*** Input for this task Section Begins ***

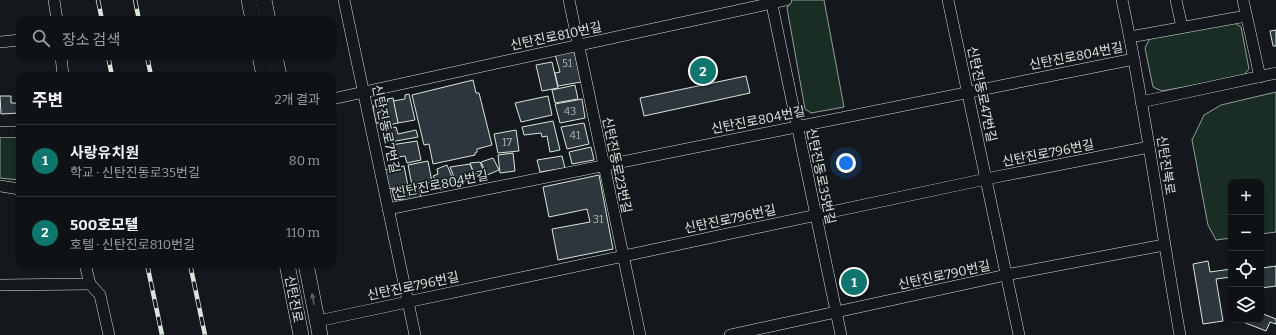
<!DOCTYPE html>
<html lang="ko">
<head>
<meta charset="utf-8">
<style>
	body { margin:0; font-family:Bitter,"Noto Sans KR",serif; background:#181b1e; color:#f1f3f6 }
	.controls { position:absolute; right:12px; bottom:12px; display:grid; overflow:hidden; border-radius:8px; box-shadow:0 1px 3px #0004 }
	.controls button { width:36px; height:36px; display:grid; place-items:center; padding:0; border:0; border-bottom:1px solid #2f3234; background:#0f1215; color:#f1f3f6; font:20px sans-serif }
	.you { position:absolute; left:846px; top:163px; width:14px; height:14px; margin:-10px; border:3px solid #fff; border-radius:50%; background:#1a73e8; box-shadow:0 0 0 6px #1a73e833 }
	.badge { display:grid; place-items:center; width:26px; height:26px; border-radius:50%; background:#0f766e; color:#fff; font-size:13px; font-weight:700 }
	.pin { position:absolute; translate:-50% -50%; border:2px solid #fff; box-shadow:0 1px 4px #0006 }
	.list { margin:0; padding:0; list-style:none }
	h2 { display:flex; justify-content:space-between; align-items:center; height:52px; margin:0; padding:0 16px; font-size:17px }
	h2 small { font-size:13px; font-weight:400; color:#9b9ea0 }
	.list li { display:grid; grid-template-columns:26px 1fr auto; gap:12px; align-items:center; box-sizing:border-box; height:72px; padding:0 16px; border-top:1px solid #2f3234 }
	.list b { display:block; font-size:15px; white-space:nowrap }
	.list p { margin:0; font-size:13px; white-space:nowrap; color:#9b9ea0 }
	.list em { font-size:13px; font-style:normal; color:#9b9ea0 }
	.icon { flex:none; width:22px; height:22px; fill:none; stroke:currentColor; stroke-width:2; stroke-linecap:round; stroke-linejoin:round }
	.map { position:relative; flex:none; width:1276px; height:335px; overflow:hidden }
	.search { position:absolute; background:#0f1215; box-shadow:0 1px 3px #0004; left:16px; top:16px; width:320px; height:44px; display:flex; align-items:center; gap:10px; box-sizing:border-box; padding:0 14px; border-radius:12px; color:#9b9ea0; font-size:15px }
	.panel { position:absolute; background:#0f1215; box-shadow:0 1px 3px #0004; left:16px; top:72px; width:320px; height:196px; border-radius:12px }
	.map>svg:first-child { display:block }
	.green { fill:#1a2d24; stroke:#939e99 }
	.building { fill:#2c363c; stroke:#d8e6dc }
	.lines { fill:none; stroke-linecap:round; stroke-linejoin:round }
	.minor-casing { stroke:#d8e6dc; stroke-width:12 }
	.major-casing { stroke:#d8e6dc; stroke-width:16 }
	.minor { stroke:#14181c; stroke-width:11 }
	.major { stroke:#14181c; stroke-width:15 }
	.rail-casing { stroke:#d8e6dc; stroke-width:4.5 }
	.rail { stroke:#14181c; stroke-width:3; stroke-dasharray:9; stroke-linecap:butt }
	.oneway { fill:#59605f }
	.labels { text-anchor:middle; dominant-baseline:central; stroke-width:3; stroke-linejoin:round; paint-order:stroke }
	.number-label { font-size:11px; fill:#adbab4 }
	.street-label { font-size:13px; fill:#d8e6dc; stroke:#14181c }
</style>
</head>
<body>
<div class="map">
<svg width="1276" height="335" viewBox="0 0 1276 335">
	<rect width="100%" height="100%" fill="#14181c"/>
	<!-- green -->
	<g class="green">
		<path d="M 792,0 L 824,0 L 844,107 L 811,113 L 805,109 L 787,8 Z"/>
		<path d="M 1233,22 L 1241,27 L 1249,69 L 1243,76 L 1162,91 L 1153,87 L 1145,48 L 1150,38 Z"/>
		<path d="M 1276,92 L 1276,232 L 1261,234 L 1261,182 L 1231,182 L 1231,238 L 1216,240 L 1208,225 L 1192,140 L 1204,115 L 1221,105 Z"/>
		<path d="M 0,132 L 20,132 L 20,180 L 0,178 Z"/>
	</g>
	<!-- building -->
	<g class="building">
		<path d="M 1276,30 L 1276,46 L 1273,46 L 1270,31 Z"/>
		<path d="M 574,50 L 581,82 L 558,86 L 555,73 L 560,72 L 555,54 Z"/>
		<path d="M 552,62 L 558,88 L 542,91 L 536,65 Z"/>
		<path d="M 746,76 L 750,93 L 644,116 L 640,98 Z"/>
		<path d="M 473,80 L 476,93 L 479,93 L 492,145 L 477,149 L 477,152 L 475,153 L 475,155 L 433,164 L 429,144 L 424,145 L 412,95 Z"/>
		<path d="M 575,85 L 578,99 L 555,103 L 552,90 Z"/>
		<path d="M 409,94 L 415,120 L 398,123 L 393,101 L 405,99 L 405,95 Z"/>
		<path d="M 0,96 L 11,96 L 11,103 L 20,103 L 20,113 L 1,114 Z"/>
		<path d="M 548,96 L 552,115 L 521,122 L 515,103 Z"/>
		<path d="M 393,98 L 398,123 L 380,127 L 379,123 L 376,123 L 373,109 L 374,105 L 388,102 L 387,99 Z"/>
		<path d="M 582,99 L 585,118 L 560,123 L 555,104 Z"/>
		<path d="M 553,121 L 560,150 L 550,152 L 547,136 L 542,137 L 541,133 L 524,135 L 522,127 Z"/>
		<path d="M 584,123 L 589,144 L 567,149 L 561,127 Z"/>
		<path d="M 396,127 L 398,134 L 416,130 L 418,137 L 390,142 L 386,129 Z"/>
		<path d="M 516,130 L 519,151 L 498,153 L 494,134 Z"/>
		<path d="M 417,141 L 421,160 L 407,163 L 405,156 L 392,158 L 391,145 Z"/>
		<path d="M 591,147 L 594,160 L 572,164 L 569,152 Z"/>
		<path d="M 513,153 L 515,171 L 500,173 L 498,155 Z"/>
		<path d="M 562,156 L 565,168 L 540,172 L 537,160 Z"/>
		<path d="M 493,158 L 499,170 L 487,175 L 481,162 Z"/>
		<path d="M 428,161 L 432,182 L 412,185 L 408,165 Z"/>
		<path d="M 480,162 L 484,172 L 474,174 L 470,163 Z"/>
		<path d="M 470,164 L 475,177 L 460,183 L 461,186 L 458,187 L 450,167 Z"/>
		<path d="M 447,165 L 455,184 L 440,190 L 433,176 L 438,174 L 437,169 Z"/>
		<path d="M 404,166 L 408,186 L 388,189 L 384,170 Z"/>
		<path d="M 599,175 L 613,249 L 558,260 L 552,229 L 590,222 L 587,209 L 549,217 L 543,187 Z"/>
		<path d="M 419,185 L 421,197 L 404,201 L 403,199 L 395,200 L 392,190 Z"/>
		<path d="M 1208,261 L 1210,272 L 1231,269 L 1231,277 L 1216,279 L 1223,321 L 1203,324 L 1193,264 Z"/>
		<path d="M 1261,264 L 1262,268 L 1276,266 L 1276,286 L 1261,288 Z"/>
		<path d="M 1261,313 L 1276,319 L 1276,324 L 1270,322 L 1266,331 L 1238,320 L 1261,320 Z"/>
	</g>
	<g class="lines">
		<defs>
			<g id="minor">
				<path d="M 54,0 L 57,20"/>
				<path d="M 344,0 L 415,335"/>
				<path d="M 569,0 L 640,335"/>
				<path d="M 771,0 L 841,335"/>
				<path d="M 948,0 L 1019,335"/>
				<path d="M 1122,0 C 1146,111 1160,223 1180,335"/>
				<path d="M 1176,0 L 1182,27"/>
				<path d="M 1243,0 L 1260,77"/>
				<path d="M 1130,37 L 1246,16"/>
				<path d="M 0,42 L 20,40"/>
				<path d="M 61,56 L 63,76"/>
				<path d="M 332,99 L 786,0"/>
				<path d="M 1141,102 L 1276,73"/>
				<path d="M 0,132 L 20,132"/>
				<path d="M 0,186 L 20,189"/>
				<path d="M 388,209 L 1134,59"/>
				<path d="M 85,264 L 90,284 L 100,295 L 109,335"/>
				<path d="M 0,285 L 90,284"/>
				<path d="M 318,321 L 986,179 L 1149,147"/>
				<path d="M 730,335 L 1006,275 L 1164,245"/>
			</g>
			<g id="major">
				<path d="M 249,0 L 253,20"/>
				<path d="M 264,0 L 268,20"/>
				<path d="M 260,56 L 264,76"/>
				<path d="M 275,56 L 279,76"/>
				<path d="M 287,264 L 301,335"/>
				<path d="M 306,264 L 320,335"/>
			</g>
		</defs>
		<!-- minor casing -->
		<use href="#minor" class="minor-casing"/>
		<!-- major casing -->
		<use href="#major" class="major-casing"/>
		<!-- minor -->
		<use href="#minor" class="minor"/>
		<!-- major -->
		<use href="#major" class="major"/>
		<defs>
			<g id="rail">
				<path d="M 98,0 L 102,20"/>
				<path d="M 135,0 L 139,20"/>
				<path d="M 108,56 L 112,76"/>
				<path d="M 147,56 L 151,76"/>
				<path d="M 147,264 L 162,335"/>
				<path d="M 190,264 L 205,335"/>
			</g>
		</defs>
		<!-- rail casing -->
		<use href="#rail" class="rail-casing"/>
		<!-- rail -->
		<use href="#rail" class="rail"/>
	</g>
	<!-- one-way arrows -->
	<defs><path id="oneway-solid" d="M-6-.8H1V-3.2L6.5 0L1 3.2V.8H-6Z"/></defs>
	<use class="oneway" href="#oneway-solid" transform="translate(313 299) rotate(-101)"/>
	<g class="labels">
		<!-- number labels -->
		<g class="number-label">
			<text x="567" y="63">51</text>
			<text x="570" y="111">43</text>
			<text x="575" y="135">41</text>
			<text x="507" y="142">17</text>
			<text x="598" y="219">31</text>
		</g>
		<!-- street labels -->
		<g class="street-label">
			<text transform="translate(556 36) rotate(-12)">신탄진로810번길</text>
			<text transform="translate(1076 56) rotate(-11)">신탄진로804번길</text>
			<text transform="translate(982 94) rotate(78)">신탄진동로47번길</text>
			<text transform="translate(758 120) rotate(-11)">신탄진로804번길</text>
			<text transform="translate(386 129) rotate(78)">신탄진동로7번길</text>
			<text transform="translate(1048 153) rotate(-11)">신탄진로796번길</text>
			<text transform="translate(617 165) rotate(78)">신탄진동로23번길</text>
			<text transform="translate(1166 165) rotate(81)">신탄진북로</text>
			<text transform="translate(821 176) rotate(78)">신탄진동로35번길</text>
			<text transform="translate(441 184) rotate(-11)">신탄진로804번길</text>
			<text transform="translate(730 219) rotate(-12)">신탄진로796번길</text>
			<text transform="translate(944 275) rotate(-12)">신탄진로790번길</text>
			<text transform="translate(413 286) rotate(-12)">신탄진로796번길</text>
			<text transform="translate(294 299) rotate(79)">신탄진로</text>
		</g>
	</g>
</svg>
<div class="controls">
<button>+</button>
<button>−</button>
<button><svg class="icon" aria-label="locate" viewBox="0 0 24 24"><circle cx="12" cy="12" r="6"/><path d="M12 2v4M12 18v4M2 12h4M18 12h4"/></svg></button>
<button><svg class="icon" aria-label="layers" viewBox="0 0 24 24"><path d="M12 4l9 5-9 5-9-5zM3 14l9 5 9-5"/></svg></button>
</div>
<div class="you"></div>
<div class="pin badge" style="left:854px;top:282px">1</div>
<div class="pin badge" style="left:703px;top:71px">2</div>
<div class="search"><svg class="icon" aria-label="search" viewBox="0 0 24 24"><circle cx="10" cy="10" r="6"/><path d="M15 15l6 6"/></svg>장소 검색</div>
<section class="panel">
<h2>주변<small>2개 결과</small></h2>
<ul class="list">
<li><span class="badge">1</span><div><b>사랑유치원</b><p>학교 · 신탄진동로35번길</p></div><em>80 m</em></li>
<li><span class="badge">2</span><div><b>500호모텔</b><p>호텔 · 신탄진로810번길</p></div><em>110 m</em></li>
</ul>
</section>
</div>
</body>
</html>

*** Input for this task Section Ends ***

Count every line of the records that holds the string "lines". Write only the total.

2